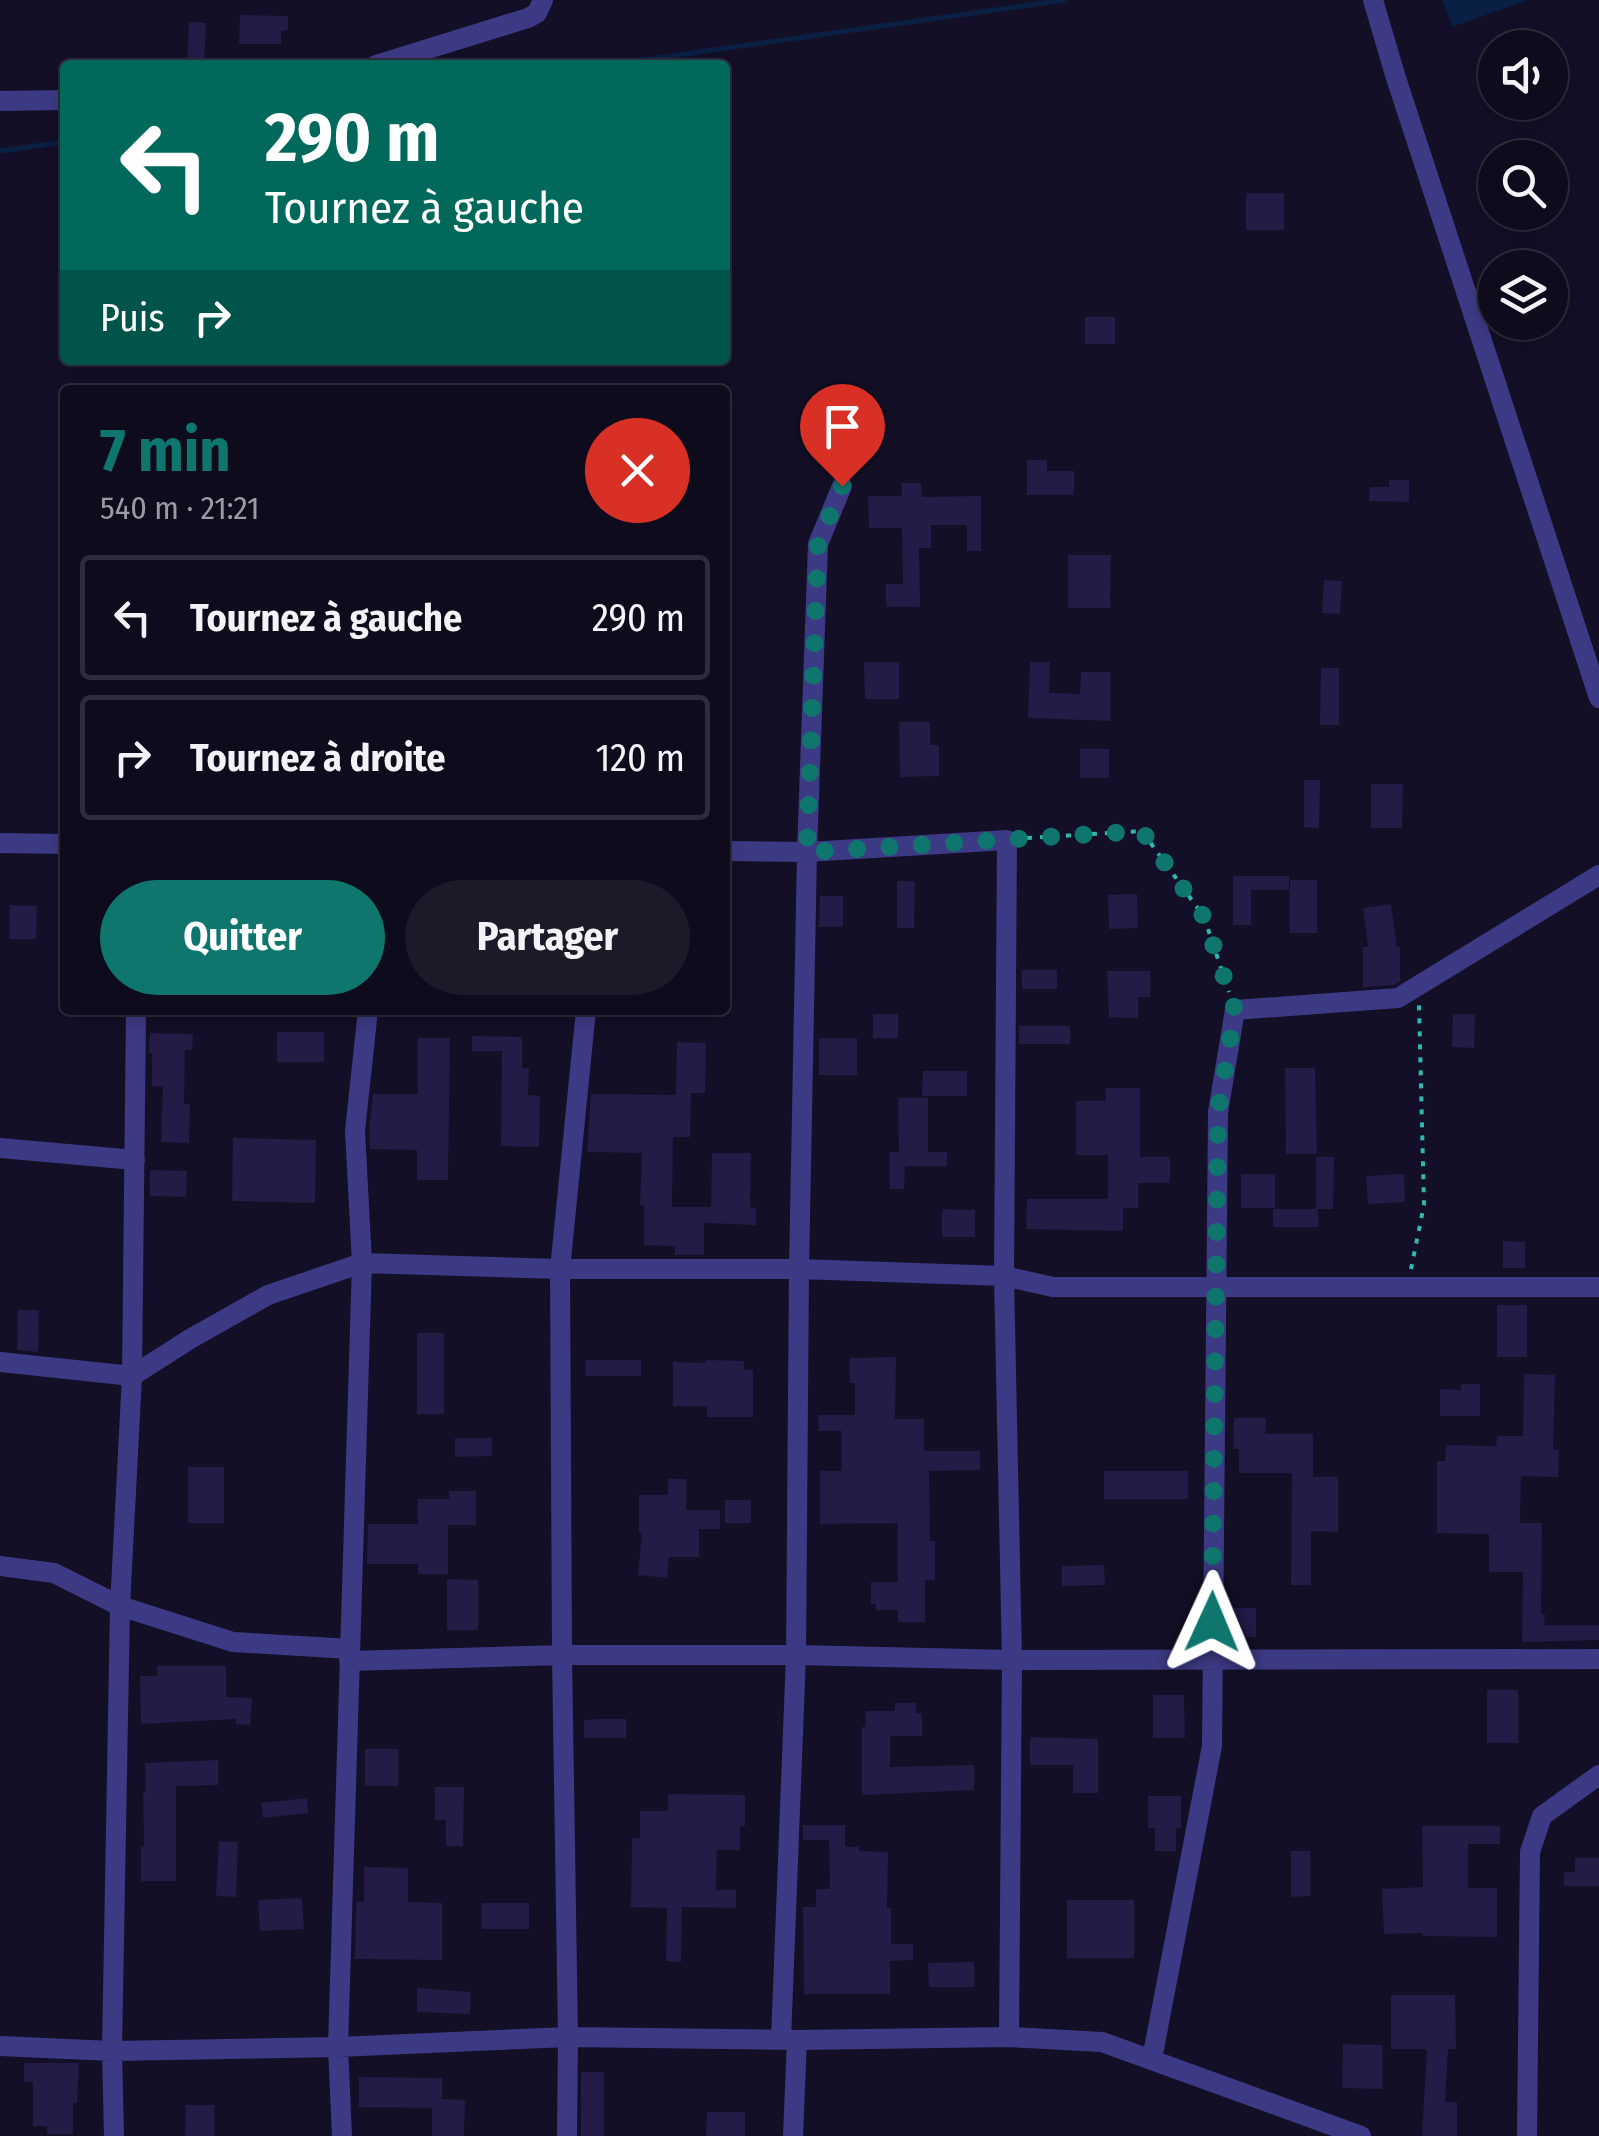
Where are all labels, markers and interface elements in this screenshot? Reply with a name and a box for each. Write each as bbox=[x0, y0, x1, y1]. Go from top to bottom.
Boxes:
map controls bbox=[1478, 30, 1568, 340]
button: sound bbox=[1478, 30, 1568, 120]
text: 290 m bbox=[265, 96, 439, 180]
icon: left bbox=[100, 100, 230, 230]
button: search bbox=[1478, 140, 1568, 230]
text: Tournez à gauche bbox=[265, 181, 584, 235]
button: layers bbox=[1478, 250, 1568, 340]
icon: right bbox=[185, 290, 240, 345]
text: Puis bbox=[100, 295, 165, 341]
pin bbox=[800, 384, 885, 487]
icon: arrive bbox=[815, 399, 870, 454]
text: 7 min bbox=[100, 415, 231, 487]
button: close bbox=[585, 418, 690, 523]
text: 540 m · 21:21 bbox=[100, 489, 259, 527]
icon: left bbox=[105, 590, 160, 645]
text: Tournez à gauche bbox=[190, 595, 462, 641]
text: 290 m bbox=[592, 595, 685, 641]
icon: right bbox=[105, 730, 160, 785]
text: Tournez à droite bbox=[190, 735, 446, 781]
text: 120 m bbox=[595, 735, 685, 781]
button: Quitter bbox=[100, 880, 385, 995]
button: Partager bbox=[405, 880, 690, 995]
position arrow bbox=[1160, 1570, 1264, 1674]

● Exercise instructions
Repeat the whole listing above word for word, but keep any picture out of it.

● Answer section
Where are all labels, markers and interface elements in this screenshot? Reply with a name and a box for each. Write each as bbox=[x0, y0, x1, y1]. Go from top to bottom.
Boxes:
map controls bbox=[1478, 30, 1568, 340]
button: sound bbox=[1478, 30, 1568, 120]
text: 290 m bbox=[265, 96, 439, 180]
icon: left bbox=[100, 100, 230, 230]
button: search bbox=[1478, 140, 1568, 230]
text: Tournez à gauche bbox=[265, 181, 584, 235]
button: layers bbox=[1478, 250, 1568, 340]
icon: right bbox=[185, 290, 240, 345]
text: Puis bbox=[100, 295, 165, 341]
pin bbox=[800, 384, 885, 487]
icon: arrive bbox=[815, 399, 870, 454]
text: 7 min bbox=[100, 415, 231, 487]
button: close bbox=[585, 418, 690, 523]
text: 540 m · 21:21 bbox=[100, 489, 259, 527]
icon: left bbox=[105, 590, 160, 645]
text: Tournez à gauche bbox=[190, 595, 462, 641]
text: 290 m bbox=[592, 595, 685, 641]
icon: right bbox=[105, 730, 160, 785]
text: Tournez à droite bbox=[190, 735, 446, 781]
text: 120 m bbox=[595, 735, 685, 781]
button: Quitter bbox=[100, 880, 385, 995]
button: Partager bbox=[405, 880, 690, 995]
position arrow bbox=[1160, 1570, 1264, 1674]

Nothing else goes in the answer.